At least three companies said Thursday they were pulling advertisements from a Fox News show hosted by conservative pundit Laura Ingraham, heeding a call from a teenage survivor of the Florida school massacre whom Ingraham mocked on Twitter.

Parkland student David Hogg, 17, tweeted a list of a dozen companies that advertise on The Ingraham Angle and urged his supporters to demand that they cancel their ads.

Hogg is a survivor of the Feb. 14 mass shooting that killed 17 people at Marjory Stoneman Douglas High School in the Parkland suburb of Fort Lauderdale. Since then, he and other classmates have become the faces of a new youth-led movement calling for tighter restrictions on firearms.

Hogg took aim at Ingraham’s advertisers after she taunted him Wednesday on Twitter, accusing him of whining about being rejected by four colleges to which he had applied.

On Thursday, Ingraham tweeted an apology “in the spirit of Holy Week,” saying she was sorry for any hurt or upset she had caused Hogg or any of the “brave victims” of Parkland.

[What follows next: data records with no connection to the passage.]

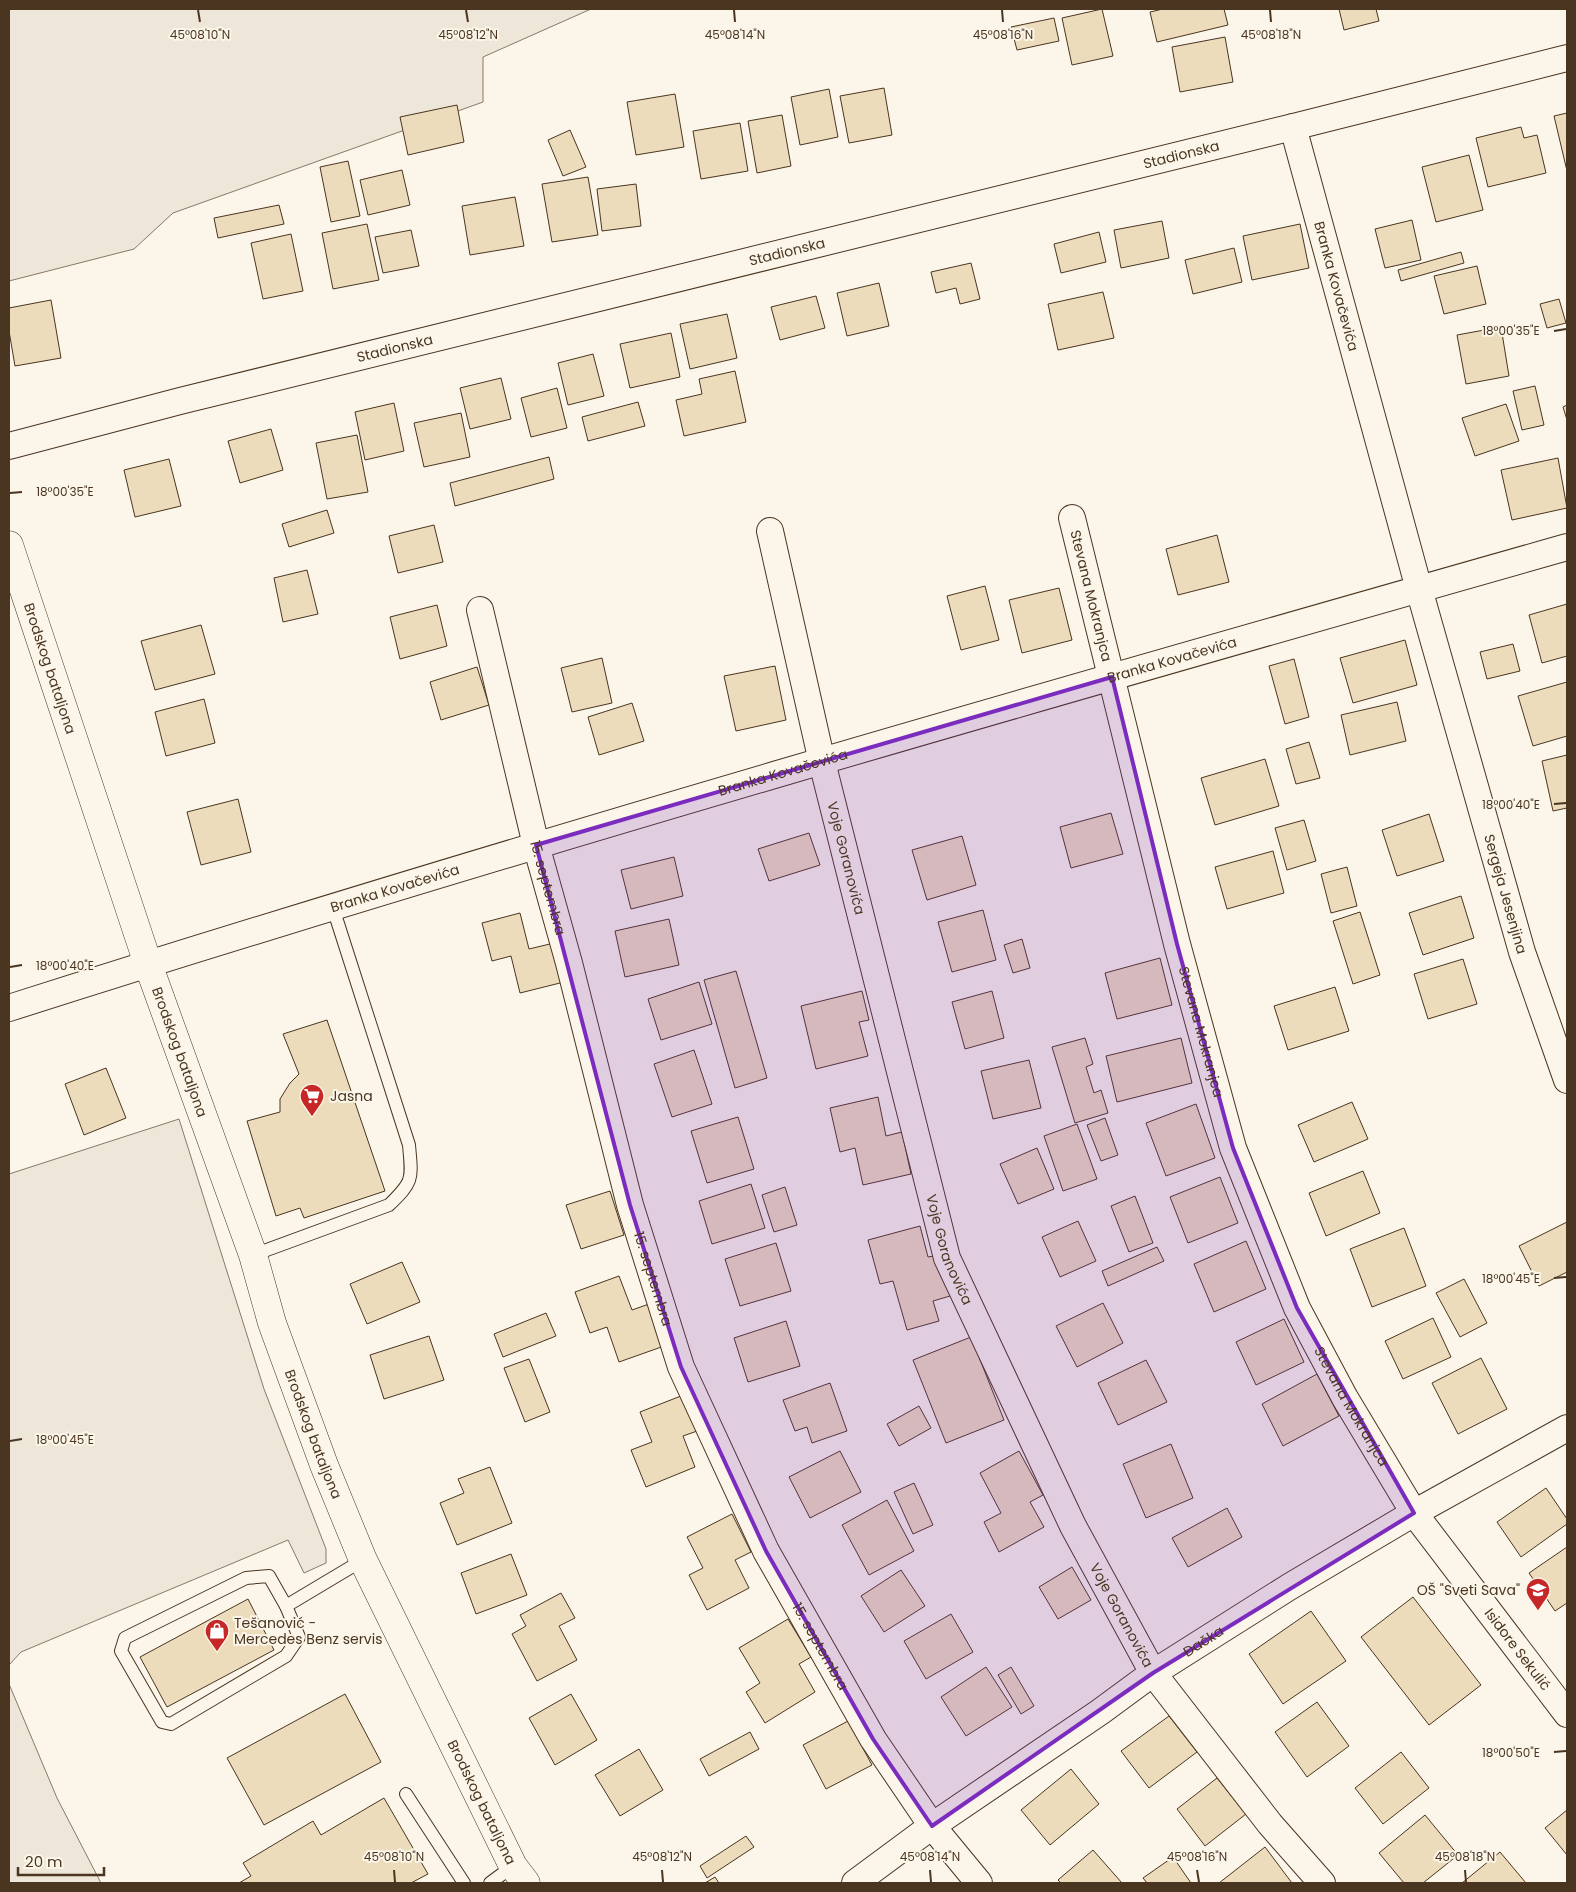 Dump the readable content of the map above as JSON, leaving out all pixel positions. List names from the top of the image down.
{
  "streets": {
    "street": [
      "Stadionska",
      "Branka Kovačevića",
      "Stevana Mokranjca",
      "Brodskog bataljona",
      "Voje Goranovića",
      "15. septembra",
      "Sergeja Jesenjina",
      "Đačka",
      "Isidore Sekulić"
    ]
  },
  "crossings": [
    ["Stadionska", "Branka Kovačevića"],
    ["Branka Kovačevića", "Stevana Mokranjca"],
    ["Branka Kovačevića", "Brodskog bataljona"],
    ["Branka Kovačevića", "Voje Goranovića"],
    ["Branka Kovačevića", "15. septembra"],
    ["Branka Kovačevića", "Sergeja Jesenjina"],
    ["Stevana Mokranjca", "Đačka"],
    ["Stevana Mokranjca", "Isidore Sekulić"],
    ["Voje Goranovića", "Đačka"],
    ["15. septembra", "Đačka"],
    ["Đačka", "Isidore Sekulić"]
  ],
  "places": {
    "supermarket": ["Jasna"],
    "school or university": ["OŠ \"Sveti Sava\""],
    "shop": ["Tešanović - Mercedes Benz servis"]
  },
  "scale_bar": "20 m",
  "coordinates": [
    "45°08'10\"N",
    "45°08'12\"N",
    "45°08'14\"N",
    "45°08'16\"N",
    "45°08'18\"N",
    "18°00'35\"E",
    "18°00'40\"E",
    "18°00'45\"E",
    "18°00'50\"E"
  ]
} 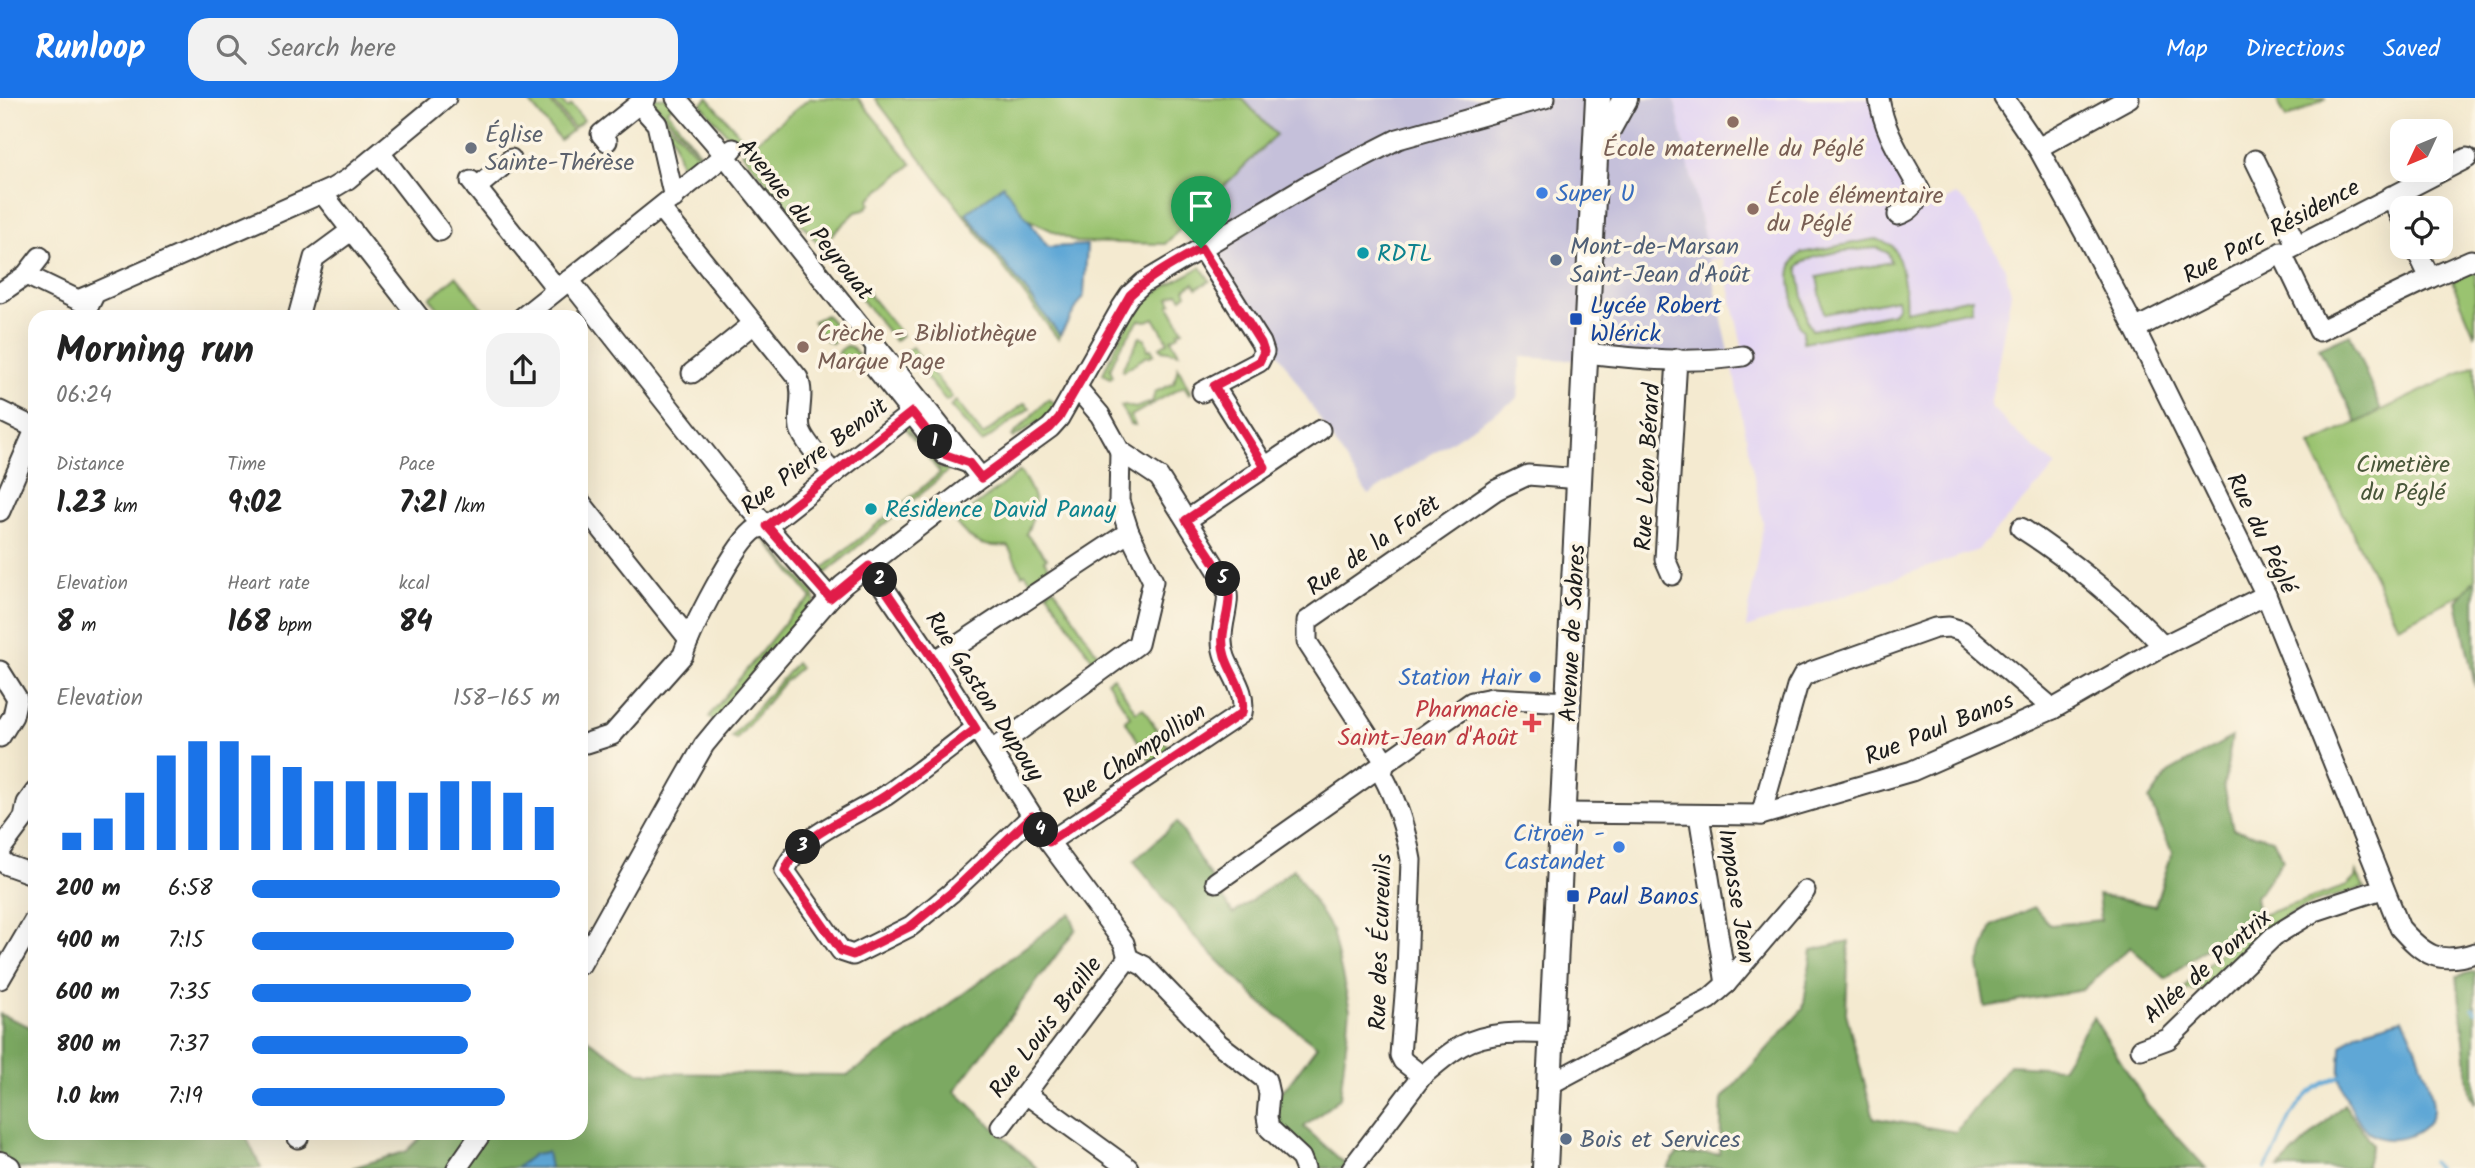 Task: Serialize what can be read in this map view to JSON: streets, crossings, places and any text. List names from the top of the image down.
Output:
{
  "streets": {
    "main road": ["Avenue de Sabres"],
    "street": [
      "Avenue du Peyrouat",
      "Rue Parc Résidence",
      "Rue Pierre Benoit",
      "Rue Léon Bérard",
      "Rue du Péglé",
      "Rue de la Forêt",
      "Rue Gaston Dupouy",
      "Rue Paul Banos",
      "Rue Champollion",
      "Impasse Jean",
      "Rue des Écureuils",
      "Allée de Pontrix",
      "Rue Louis Braille"
    ]
  },
  "crossings": [
    ["Avenue du Peyrouat", "Rue Pierre Benoit"],
    ["Rue Parc Résidence", "Rue du Péglé"],
    ["Rue du Péglé", "Rue Paul Banos"],
    ["Rue du Péglé", "Allée de Pontrix"],
    ["Rue de la Forêt", "Avenue de Sabres"],
    ["Rue de la Forêt", "Rue des Écureuils"],
    ["Avenue de Sabres", "Rue Paul Banos"],
    ["Rue Gaston Dupouy", "Rue Champollion"],
    ["Rue Gaston Dupouy", "Rue Louis Braille"],
    ["Rue Paul Banos", "Impasse Jean"]
  ],
  "parks": ["Cimetière du Péglé"],
  "places": {
    "other": [
      "École maternelle du Péglé",
      "Église Sainte-Thérèse",
      "Super U",
      "École élémentaire du Péglé",
      "RDTL",
      "Mont-de-Marsan Saint-Jean d'Août",
      "Crèche - Bibliothèque Marque Page",
      "Résidence David Panay",
      "Station Hair",
      "Citroën - Castandet",
      "Bois et Services"
    ],
    "transit": ["Lycée Robert Wlérick", "Paul Banos"],
    "health": ["Pharmacie Saint-Jean d'Août"]
  },
  "north": "bottom left",
  "page": {
    "header": "Runloop",
    "search": "Search here",
    "nav": ["Map", "Directions", "Saved"],
    "heading": ["Morning run", "06:24"],
    "pins": [
      "1",
      "5",
      "2",
      "4",
      "3"
    ],
    "stats": [
      ["Distance", "1.23 km"],
      ["Time", "9:02"],
      ["Pace", "7:21 /km"],
      ["Elevation", "8 m"],
      ["Heart rate", "168 bpm"],
      ["kcal", "84"]
    ],
    "chart": ["Elevation", "158–165 m"],
    "list": [
      {
        "name": "200 m",
        "note": "6:58"
      },
      {
        "name": "400 m",
        "note": "7:15"
      },
      {
        "name": "600 m",
        "note": "7:35"
      },
      {
        "name": "800 m",
        "note": "7:37"
      },
      {
        "name": "1.0 km",
        "note": "7:19"
      }
    ]
  }
} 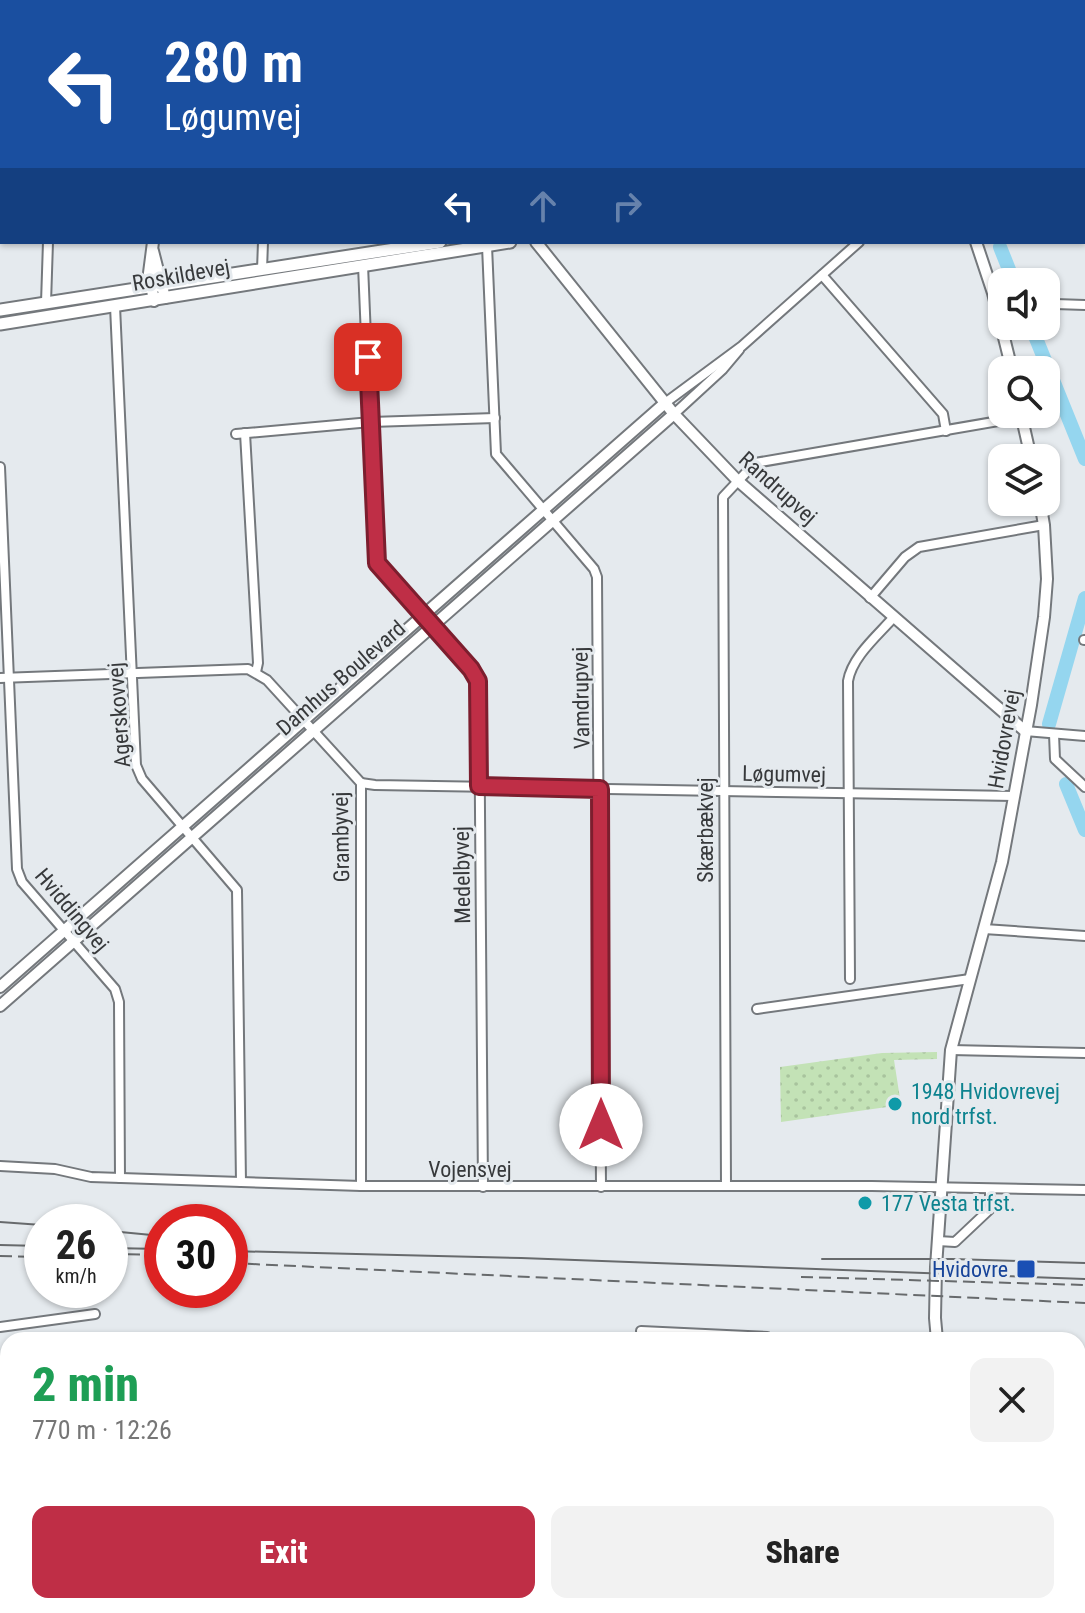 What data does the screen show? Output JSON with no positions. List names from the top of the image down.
{
  "streets": {
    "main road": ["Roskildevej"],
    "street": [
      "Randrupvej",
      "Damhus Boulevard",
      "Vamdrupvej",
      "Agerskovvej",
      "Hvidovrevej",
      "Løgumvej",
      "Skærbækvej",
      "Grambyvej",
      "Medelbyvej",
      "Hviddingvej",
      "Vojensvej"
    ]
  },
  "crossings": [
    ["Roskildevej", "Vamdrupvej"],
    ["Roskildevej", "Agerskovvej"],
    ["Roskildevej", "Medelbyvej"],
    ["Randrupvej", "Damhus Boulevard"],
    ["Randrupvej", "Hvidovrevej"],
    ["Randrupvej", "Skærbækvej"],
    ["Damhus Boulevard", "Vamdrupvej"],
    ["Damhus Boulevard", "Agerskovvej"],
    ["Damhus Boulevard", "Grambyvej"],
    ["Damhus Boulevard", "Medelbyvej"],
    ["Damhus Boulevard", "Hviddingvej"],
    ["Vamdrupvej", "Løgumvej"],
    ["Vamdrupvej", "Vojensvej"],
    ["Agerskovvej", "Vojensvej"],
    ["Hvidovrevej", "Løgumvej"],
    ["Hvidovrevej", "Vojensvej"],
    ["Løgumvej", "Skærbækvej"],
    ["Løgumvej", "Grambyvej"],
    ["Løgumvej", "Medelbyvej"],
    ["Skærbækvej", "Vojensvej"],
    ["Grambyvej", "Vojensvej"],
    ["Medelbyvej", "Vojensvej"],
    ["Hviddingvej", "Vojensvej"]
  ],
  "places": {
    "other": ["1948 Hvidovrevej nord trfst.", "177 Vesta trfst."],
    "transit": ["Hvidovre"]
  },
  "page": {
    "turn": ["280 m", "Løgumvej"],
    "speed": "26 km/h",
    "limit": "30",
    "heading": ["2 min", "770 m · 12:26"],
    "buttons": ["Exit", "Share"]
  }
}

“For the record, I believe my show was the first to feature David … immediately after that horrific shooting and even noted how ‘poised’ he was given the tragedy,” Ingraham tweeted, adding that Hogg was welcome back for another interview.

But her apology did not stop at least three companies from parting ways with her show. U.S. celebrity chef Rachael Ray’s pet food line Nutrish, travel website TripAdvisor and online home furnishings seller Wayfair Inc all said they were canceling their advertisements.

Wayfair

Wayfair said it supports open dialogue and debate, but “the decision of an adult to personally criticize a high school student who has lost his classmates in an unspeakable tragedy is not consistent with our values,” it said in a statement.

Nutrish

Replying to Hogg’s boycott call, Nutrish tweeted: “We are in the process of removing our ads from Laura Ingraham’s program.”

A representative for the pet food line did not immediately respond to a request for further comment.

TripAdvisor

CNBC cited a TripAdvisor spokesman as saying the company does not condone “inappropriate comments” made by Ingraham that in its view “cross the line of decency.”

TripAdvisor representatives did not immediately reply to a request for comment.

Ingraham’s show runs on Fox News, part of Rupert Murdoch’s Twenty-First Century Fox Inc.